In this tutorial, we will show how to compile a circuit containing mathematical symbols, and then instantiate the symbols afterwards. To do this, you need to have pytket installed. Run:

pip install pytket

To begin, we will import the Circuit and Transform classes from pytket, and the fresh_symbol method from pytket.circuit.

from pytket.circuit import Circuit, fresh_symbol
from pytket.transform import Transform

Now, we can construct a circuit containing symbols. You can ask for symbols by calling the fresh_symbol method with a string as an argument. This string represents the preferred symbol name; if this has already been used elsewhere, an appropriate suffix of the form _x, with x a natural number, will be added to generate a new symbol, as shown below:

a = fresh_symbol("a")
a1 = fresh_symbol("a")
print(a)
print(a1)

a
a_1

We are going to make a circuit using just three ‘phase gadgets’: Rz gates surrounded by ladders of CX gates.

b = fresh_symbol("b")
circ = Circuit(4)
circ.CX(0, 1)
circ.CX(1, 2)
circ.CX(2, 3)
circ.Rz(a, 3)
circ.CX(2, 3)
circ.CX(1, 2)
circ.CX(0, 1)
circ.CX(3, 2)
circ.CX(2, 1)
circ.CX(1, 0)
circ.Rz(b, 0)
circ.CX(1, 0)
circ.CX(2, 1)
circ.CX(3, 2)
circ.CX(0, 1)
circ.CX(1, 2)
circ.CX(2, 3)
circ.Rz(0.5, 3)
circ.CX(2, 3)
circ.CX(1, 2)
circ.CX(0, 1)

[CX q[0], q[1]; CX q[1], q[2]; CX q[2], q[3]; Rz(a) q[3]; CX q[2], q[3]; CX q[1], q[2]; CX q[0], q[1]; CX q[3], q[2]; CX q[2], q[1]; CX q[1], q[0]; Rz(b) q[0]; CX q[1], q[0]; CX q[2], q[1]; CX q[0], q[1]; CX q[3], q[2]; CX q[1], q[2]; CX q[2], q[3]; Rz(0.5) q[3]; CX q[2], q[3]; CX q[1], q[2]; CX q[0], q[1]; ]

Now we can use the render_circuit_jupyter method to display the circuit.

from pytket.circuit.display import render_circuit_jupyter

render_circuit_jupyter(circ)

Now let’s use a transform to shrink the circuit. For more detail on transforms, see the transform_example notebook.

Transform.OptimisePhaseGadgets().apply(circ)
render_circuit_jupyter(circ)

Note that the type of gate has changed to U1, but the phase gadgets have been successfully combined. The U1 gate is an IBM-specific gate that is equivalent to an Rz.

We can now instantiate the symbols with some desired values. We make a dictionary, with each key a symbol name, and each value a double. Note that this value is in units of ‘half-turns’, in which a value of \(1\) corresponds to a rotation of \(\pi\).

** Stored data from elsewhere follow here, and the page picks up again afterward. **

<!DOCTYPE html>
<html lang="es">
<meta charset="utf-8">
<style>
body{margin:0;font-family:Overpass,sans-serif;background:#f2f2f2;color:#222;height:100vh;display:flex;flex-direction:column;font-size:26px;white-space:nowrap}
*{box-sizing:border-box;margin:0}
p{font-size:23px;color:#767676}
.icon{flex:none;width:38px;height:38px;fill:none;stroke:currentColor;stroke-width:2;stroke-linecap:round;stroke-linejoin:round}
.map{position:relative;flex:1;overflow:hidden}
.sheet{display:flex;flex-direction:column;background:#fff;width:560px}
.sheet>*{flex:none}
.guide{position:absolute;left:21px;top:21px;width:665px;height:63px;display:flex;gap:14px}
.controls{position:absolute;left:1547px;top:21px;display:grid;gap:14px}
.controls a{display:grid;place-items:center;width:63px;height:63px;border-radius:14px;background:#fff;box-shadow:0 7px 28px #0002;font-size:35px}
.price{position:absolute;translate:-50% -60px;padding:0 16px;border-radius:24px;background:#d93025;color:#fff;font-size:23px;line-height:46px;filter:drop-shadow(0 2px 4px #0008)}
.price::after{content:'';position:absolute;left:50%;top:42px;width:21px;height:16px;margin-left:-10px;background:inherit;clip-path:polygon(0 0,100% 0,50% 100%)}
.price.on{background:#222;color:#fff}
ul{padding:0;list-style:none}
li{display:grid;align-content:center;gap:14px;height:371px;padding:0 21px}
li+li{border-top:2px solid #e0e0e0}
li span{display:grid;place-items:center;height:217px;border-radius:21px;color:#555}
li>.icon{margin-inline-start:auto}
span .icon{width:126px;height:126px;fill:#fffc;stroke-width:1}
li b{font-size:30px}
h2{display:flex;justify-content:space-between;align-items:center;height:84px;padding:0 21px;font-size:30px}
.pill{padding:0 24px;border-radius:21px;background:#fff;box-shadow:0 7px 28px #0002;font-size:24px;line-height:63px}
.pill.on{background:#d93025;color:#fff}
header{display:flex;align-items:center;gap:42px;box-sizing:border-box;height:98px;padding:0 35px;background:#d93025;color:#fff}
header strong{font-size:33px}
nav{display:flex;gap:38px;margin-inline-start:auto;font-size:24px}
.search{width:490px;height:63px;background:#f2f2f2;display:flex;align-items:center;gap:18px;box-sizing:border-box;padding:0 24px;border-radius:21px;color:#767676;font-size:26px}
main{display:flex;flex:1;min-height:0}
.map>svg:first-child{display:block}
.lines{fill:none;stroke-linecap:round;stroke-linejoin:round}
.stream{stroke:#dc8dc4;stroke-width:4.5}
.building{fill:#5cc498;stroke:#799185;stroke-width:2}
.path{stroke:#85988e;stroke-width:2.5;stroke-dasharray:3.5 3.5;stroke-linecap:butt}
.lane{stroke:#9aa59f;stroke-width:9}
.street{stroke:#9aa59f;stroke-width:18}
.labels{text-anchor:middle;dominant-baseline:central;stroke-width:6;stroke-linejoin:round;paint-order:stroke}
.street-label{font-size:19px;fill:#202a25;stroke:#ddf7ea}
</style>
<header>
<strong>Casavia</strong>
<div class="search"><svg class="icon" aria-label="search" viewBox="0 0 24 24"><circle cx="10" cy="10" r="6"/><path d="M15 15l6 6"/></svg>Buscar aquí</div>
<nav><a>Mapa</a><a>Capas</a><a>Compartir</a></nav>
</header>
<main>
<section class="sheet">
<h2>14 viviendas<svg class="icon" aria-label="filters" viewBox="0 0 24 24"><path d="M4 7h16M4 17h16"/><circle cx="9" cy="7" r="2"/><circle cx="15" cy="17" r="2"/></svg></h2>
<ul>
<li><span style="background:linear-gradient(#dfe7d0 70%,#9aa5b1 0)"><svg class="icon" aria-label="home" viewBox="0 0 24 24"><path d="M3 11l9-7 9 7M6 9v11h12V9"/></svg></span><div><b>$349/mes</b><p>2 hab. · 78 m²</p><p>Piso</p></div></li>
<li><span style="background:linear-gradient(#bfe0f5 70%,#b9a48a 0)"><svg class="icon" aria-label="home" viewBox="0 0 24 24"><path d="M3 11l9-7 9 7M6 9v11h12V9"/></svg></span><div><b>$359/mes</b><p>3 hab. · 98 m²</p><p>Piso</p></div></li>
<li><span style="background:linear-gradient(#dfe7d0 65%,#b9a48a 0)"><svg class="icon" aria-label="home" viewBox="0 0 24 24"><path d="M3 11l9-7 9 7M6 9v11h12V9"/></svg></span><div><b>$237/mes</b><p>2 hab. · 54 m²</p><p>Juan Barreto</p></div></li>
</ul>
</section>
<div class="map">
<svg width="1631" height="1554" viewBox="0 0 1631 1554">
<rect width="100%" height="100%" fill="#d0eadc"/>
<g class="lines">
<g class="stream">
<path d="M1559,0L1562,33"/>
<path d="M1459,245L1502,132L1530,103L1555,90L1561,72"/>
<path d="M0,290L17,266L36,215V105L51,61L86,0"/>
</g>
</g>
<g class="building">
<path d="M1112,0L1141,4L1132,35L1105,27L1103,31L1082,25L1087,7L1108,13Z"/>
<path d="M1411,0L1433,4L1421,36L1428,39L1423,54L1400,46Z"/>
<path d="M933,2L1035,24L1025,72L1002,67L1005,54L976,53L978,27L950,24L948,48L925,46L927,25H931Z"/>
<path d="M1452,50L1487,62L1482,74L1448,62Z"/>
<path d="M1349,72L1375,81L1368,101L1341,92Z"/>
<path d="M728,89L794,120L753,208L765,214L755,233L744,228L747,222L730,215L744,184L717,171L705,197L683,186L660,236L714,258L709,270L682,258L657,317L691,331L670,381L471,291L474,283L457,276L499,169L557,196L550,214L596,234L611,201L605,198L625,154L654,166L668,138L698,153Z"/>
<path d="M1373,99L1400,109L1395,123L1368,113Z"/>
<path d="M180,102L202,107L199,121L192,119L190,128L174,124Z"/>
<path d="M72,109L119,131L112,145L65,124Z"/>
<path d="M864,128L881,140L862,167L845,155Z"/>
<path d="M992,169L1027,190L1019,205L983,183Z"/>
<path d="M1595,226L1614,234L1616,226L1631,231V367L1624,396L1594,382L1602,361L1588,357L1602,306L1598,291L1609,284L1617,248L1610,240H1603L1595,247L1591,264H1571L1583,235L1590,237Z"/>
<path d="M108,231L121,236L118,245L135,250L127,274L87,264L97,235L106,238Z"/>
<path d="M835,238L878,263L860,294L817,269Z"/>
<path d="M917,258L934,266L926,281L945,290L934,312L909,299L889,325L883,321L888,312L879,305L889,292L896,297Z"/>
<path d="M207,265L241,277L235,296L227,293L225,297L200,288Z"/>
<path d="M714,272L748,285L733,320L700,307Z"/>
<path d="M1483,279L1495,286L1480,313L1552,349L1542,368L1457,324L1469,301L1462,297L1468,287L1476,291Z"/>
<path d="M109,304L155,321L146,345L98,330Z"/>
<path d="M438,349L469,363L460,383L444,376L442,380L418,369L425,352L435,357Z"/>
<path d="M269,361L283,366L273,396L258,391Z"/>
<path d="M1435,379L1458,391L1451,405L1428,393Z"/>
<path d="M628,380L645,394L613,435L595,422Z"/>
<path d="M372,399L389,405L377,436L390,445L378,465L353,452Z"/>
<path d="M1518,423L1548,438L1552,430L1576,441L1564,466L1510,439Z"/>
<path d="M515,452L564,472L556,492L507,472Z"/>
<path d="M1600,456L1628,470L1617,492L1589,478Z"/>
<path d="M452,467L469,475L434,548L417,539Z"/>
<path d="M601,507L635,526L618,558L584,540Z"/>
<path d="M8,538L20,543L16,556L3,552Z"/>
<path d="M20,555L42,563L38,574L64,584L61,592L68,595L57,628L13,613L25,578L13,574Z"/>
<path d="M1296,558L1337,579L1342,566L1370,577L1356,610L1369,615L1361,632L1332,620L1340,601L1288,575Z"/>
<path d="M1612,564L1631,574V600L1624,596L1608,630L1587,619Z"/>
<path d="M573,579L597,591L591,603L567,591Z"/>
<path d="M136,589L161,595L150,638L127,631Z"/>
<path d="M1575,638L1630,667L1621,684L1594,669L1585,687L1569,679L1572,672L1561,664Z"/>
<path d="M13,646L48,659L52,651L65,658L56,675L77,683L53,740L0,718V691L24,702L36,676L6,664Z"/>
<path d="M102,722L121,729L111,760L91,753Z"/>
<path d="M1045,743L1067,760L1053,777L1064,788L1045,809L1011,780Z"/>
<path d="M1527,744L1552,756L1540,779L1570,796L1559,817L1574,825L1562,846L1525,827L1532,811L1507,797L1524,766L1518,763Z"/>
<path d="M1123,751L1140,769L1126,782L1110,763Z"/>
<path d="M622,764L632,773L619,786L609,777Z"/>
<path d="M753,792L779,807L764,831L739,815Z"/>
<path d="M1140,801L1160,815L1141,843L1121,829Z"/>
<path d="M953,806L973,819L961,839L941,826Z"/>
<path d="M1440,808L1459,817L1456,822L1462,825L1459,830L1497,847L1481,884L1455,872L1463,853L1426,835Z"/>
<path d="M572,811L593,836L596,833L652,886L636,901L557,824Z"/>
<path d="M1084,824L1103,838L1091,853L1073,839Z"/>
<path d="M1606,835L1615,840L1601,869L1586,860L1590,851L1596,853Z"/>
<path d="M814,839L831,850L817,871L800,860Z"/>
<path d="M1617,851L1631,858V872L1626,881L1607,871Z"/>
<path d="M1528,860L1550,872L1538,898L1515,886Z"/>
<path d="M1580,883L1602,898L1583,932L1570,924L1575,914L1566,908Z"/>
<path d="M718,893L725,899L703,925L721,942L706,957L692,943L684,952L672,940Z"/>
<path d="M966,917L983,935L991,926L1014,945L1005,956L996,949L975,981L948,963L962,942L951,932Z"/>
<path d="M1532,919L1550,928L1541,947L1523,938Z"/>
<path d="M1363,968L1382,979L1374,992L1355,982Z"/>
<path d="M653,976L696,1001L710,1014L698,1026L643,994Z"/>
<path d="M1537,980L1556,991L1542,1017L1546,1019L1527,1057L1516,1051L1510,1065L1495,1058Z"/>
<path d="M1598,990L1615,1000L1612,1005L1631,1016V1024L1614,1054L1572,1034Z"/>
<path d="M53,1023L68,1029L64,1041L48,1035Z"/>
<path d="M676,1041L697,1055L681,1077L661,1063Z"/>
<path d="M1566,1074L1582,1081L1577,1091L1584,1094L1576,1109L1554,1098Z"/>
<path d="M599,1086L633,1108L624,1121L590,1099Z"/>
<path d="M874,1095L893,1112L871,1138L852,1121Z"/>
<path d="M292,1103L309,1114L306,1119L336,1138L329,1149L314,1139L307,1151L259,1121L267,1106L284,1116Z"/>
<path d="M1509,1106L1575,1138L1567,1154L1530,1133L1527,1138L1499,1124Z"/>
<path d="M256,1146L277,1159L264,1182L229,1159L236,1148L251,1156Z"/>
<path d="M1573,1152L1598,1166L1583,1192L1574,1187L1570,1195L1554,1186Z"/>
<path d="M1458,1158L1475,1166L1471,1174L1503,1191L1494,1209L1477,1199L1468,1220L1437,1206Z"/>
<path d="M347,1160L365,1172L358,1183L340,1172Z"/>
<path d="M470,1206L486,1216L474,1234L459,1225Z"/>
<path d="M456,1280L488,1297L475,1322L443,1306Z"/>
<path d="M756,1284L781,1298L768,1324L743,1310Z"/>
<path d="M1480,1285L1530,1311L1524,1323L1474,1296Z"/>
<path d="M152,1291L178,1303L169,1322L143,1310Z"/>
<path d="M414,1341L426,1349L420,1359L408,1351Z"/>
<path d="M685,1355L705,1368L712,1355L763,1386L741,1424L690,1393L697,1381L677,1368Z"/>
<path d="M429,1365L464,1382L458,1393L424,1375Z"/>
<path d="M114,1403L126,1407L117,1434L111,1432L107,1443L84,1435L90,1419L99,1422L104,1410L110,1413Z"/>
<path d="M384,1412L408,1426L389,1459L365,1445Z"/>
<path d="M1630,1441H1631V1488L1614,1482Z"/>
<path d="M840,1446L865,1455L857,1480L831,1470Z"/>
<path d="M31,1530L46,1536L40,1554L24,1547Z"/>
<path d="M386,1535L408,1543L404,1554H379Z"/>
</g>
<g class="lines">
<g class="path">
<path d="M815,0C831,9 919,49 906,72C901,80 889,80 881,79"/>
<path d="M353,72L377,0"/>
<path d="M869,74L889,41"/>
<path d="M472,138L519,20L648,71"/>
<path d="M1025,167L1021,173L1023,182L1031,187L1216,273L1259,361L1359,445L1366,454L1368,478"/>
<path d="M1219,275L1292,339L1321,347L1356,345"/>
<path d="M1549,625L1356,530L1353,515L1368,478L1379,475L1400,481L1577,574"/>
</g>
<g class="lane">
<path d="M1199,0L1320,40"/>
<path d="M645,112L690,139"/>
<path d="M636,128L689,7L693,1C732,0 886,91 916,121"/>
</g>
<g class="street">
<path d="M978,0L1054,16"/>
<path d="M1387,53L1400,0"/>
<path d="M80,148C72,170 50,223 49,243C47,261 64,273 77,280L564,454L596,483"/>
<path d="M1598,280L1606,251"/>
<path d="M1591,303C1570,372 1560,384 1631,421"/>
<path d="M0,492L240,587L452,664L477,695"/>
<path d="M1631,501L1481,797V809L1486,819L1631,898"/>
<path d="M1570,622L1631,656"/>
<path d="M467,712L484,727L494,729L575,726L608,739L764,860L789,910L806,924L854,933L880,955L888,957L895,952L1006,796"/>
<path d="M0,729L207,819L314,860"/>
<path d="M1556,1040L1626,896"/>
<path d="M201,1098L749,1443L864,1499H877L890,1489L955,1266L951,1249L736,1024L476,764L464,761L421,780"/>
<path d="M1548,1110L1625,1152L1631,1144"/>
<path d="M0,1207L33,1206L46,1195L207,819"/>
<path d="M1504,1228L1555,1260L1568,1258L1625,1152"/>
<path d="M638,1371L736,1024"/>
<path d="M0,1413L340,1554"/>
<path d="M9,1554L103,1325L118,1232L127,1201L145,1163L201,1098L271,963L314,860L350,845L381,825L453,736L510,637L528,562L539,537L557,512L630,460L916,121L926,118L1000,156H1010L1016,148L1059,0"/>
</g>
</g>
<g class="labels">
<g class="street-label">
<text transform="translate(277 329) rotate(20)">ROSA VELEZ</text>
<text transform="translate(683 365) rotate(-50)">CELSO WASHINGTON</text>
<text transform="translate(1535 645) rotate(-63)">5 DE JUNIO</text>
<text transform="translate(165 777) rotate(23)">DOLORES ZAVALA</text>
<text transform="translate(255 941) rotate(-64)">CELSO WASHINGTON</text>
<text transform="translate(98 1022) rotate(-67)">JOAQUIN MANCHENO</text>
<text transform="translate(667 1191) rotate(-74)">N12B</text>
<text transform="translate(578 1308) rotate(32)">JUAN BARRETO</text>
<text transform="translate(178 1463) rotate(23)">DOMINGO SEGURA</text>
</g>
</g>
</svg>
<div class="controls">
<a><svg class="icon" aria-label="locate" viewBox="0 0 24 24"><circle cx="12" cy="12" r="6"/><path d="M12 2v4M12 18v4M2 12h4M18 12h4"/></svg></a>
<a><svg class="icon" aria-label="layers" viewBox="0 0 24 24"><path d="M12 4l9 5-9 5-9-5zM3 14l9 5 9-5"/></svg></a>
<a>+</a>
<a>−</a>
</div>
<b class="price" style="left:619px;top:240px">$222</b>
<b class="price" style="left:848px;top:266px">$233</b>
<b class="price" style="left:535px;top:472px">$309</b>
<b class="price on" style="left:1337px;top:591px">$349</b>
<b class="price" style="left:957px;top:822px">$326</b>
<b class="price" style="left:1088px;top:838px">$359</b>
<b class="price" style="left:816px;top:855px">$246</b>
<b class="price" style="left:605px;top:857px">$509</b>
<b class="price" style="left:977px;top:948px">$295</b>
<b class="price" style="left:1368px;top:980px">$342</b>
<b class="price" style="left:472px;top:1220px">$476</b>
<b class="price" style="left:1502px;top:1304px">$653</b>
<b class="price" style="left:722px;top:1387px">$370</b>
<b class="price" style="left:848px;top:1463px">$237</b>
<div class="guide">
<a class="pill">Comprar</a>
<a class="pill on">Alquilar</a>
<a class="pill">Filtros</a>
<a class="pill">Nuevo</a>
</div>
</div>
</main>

Before instantiating our parameters we make a copy of the circuit, so that we can repeat the exercise without the need for recompilation.

symbol_circ = circ.copy()

symbol_dict = {a: 0.5, b: 0.75}
circ.symbol_substitution(symbol_dict)

render_circuit_jupyter(circ)

Because this symbol substitution was called on the copy, we still have our original symbolic circuit.

render_circuit_jupyter(symbol_circ)

Note: the expression tree for this symbolic expression is very small, consisting of only a couple of different operations, but tket is capable of handling large and complex expressions containing many different types of operation, such as trigonometric functions.

It is usually possible to instantiate a symbolic circuit with specific values that allow further optimisation: for example, if we had chosen \(a=1.5\) and \(b=0\), this circuit would be reduce to the identity. If there are likely to be many parameters set to trivial values (such as \(0\) or \(1\)), it can be beneficial to perform further optimisation after instantiation.